■ **Records shown**
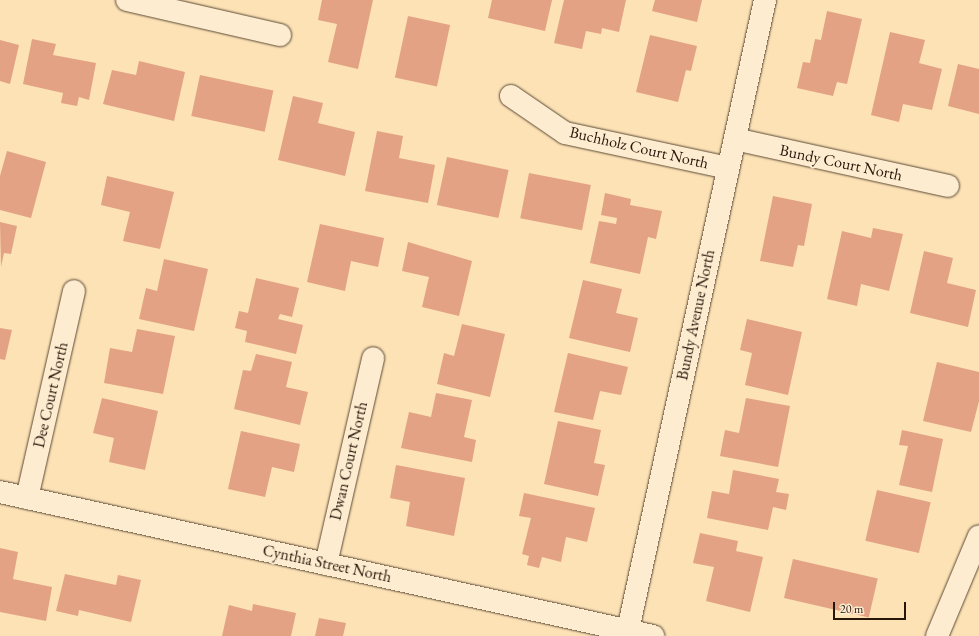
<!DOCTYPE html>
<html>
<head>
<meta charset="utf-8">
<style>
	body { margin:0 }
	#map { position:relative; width:979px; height:636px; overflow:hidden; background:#fce2b5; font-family:"EB Garamond",serif }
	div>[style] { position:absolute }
	.building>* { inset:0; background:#e3a284; transform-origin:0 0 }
	.roads { filter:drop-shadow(0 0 1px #5c4936) drop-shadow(0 0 1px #5c4936) }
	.minor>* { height:22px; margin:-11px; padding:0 11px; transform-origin:11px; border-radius:11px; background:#fdeccf }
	span { translate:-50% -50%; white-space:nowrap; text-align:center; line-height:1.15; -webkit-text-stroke:4px #fdeccf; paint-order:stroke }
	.street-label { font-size:16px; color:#26160b }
	.scale { position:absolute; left:833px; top:602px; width:73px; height:18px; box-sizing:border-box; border:2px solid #26160b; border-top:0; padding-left:5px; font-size:12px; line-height:14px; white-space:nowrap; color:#26160b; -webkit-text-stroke:3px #fdeccf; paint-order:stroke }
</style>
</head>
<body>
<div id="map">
	<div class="building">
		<i style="clip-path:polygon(322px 0,373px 0,358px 69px,328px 62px,337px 24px,318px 20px)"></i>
		<i style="clip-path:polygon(492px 0,552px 0,545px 31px,488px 18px)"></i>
		<i style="clip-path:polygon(564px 0,626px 0,619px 32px,602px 28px,601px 34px,586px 31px,582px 49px,554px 43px)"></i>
		<i style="clip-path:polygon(655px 0,702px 0,697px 22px,652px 11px)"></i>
		<i style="clip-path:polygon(827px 11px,862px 19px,847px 84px,837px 82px,833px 96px,797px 88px,803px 62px,810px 63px,815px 39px,821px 40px)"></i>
		<i style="left:408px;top:16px;width:43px;height:63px;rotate:12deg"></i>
		<i style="clip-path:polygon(890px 32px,925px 40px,919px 63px,942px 69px,932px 110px,903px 104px,899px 122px,871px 115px)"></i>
		<i style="clip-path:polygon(650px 35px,697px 46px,691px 71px,686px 70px,678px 102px,636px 92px)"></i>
		<i style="clip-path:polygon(32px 39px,56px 44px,53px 55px,96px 63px,89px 100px,79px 97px,77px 106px,61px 103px,63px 93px,23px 84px)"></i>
		<i style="clip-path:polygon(0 40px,19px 45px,10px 84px,0 81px)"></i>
		<i style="clip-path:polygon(139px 61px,185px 72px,174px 121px,103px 104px,112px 70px,136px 75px)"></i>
		<i style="clip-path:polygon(958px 64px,979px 69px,979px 114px,948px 106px)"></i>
		<i style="left:200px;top:75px;width:75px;height:42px;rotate:12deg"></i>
		<i style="clip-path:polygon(293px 96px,323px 103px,318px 123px,355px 132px,345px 176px,278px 160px)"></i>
		<i style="clip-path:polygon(377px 131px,403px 136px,399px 158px,435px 165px,428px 203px,365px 191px)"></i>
		<i style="clip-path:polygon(7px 151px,46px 162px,31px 218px,0 210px,0 176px)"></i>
		<i style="left:447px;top:157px;width:63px;height:49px;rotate:12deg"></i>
		<i style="left:529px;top:173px;width:63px;height:46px;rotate:11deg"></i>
		<i style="clip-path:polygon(107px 176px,174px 192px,160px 249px,123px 241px,130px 212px,101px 205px)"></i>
		<i style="clip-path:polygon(605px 193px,631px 199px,630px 205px,662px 211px,656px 239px,648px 237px,640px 274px,590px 263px,599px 221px,616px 224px,617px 218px,601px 215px)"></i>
		<i style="clip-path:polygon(773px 196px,812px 204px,804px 246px,798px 245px,793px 267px,760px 261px)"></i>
		<i style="clip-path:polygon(0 222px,17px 226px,11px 254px,4px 253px,1px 267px)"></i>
		<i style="clip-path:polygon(320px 224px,384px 238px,378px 267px,351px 261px,345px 291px,307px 282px)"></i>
		<i style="clip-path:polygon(873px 228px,903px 234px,889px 291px,861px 284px,857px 306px,827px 299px,842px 231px,871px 238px)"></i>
		<i style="clip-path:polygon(408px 242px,472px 261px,459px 316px,422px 307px,429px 277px,402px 271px)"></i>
		<i style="clip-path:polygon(924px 251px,953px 258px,947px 283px,976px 290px,968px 327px,910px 313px)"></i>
		<i style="clip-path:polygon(164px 259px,208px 269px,194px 331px,139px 319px,146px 288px,157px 291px)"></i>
		<i style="clip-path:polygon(256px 278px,299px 288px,292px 317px,280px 314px,278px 319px,303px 325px,296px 354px,245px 342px,247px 331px,235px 328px,239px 311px,248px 313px)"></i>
		<i style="clip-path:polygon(583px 280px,622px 289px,616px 313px,638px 318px,630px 352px,569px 338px)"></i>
		<i style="clip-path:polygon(747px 319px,802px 332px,788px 395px,745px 385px,752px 353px,740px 350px)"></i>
		<i style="clip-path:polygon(462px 324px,505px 334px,490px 397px,437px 384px,444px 353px,454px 356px)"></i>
		<i style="clip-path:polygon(0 328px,12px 330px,5px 360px,0 359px)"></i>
		<i style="clip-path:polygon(137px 329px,175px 336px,163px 394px,104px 383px,110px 348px,132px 352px)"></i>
		<i style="clip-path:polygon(568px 353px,628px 367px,621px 395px,600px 391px,593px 420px,554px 412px)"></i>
		<i style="clip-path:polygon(256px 354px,292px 362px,286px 387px,308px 392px,300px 425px,234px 409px,243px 370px,251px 371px)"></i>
		<i style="clip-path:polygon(937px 362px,979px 372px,979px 401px,971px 432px,923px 421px)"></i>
		<i style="clip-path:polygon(436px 393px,472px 400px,464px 437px,476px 440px,472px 462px,401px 448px,409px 412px,431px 417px)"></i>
		<i style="clip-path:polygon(102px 398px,158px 411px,145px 470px,109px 462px,114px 438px,93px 433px)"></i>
		<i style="clip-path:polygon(746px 398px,790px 406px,778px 467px,720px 456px,725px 430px,739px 433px)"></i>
		<i style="clip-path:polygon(558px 421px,601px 430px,594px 463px,605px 465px,598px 496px,544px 484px)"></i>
		<i style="clip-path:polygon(902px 430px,943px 439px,932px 492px,899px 485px,908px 446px,899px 445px)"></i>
		<i style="clip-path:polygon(241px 431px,300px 444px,294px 472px,272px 467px,265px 497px,228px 489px)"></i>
		<i style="clip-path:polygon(396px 465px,465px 478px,454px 536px,406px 526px,410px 502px,390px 498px)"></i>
		<i style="clip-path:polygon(733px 470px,779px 479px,776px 492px,789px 494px,786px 510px,773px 507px,768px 530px,707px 518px,712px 491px,729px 494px)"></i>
		<i style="left:877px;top:490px;width:55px;height:52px;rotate:13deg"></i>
		<i style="clip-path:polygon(524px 493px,595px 508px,587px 542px,566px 537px,561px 562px,542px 557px,539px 568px,527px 565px,529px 556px,522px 554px,531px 518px,519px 516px)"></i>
		<i style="clip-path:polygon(700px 533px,738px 541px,736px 551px,763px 557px,750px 612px,706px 601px,714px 567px,693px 563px)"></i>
		<i style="clip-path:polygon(0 548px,18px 552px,13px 579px,52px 587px,46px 621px,0 612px)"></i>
		<i style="left:793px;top:559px;width:87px;height:40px;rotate:13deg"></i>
		<i style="clip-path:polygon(65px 574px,116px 585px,118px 575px,141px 580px,131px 622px,79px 610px,78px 616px,56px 611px)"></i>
		<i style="clip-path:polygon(253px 604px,296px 613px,291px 636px,222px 636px,229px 605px,252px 611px)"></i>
		<i style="clip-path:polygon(319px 618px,346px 623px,343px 636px,315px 636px)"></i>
	</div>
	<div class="roads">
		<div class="minor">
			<i style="left:127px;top:0;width:157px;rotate:12.9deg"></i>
			<i style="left:511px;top:96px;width:65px;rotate:34.4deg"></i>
			<i style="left:565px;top:133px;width:167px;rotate:12.1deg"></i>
			<i style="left:735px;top:139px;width:218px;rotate:12.4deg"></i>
			<i style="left:0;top:492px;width:669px;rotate:12.44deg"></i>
			<i style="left:27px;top:498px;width:212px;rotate:-77.2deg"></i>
			<i style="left:326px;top:564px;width:211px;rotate:-77.1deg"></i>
			<i style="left:628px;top:630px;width:645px;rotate:-77.73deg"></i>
			<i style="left:937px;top:636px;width:108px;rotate:-67.2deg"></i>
		</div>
	</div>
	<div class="street-label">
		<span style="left:639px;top:148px;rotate:13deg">Buchholz Court North</span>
		<span style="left:841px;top:163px;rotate:12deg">Bundy Court North</span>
		<span style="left:696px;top:315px;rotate:-78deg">Bundy Avenue North</span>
		<span style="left:51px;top:395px;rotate:-77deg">Dee Court North</span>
		<span style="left:349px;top:461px;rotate:-77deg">Dwan Court North</span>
		<span style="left:327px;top:564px;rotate:12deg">Cynthia Street North</span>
	</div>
	<div class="scale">20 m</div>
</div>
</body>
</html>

■ **Exercise aim**
Begin at the first line of the data above and repeat each line exactly, stopping after the line containing "filter:drop-shadow(0 0 1px". Omit the pictures.

■ **Result**
<!DOCTYPE html>
<html>
<head>
<meta charset="utf-8">
<style>
	body { margin:0 }
	#map { position:relative; width:979px; height:636px; overflow:hidden; background:#fce2b5; font-family:"EB Garamond",serif }
	div>[style] { position:absolute }
	.building>* { inset:0; background:#e3a284; transform-origin:0 0 }
	.roads { filter:drop-shadow(0 0 1px #5c4936) drop-shadow(0 0 1px #5c4936) }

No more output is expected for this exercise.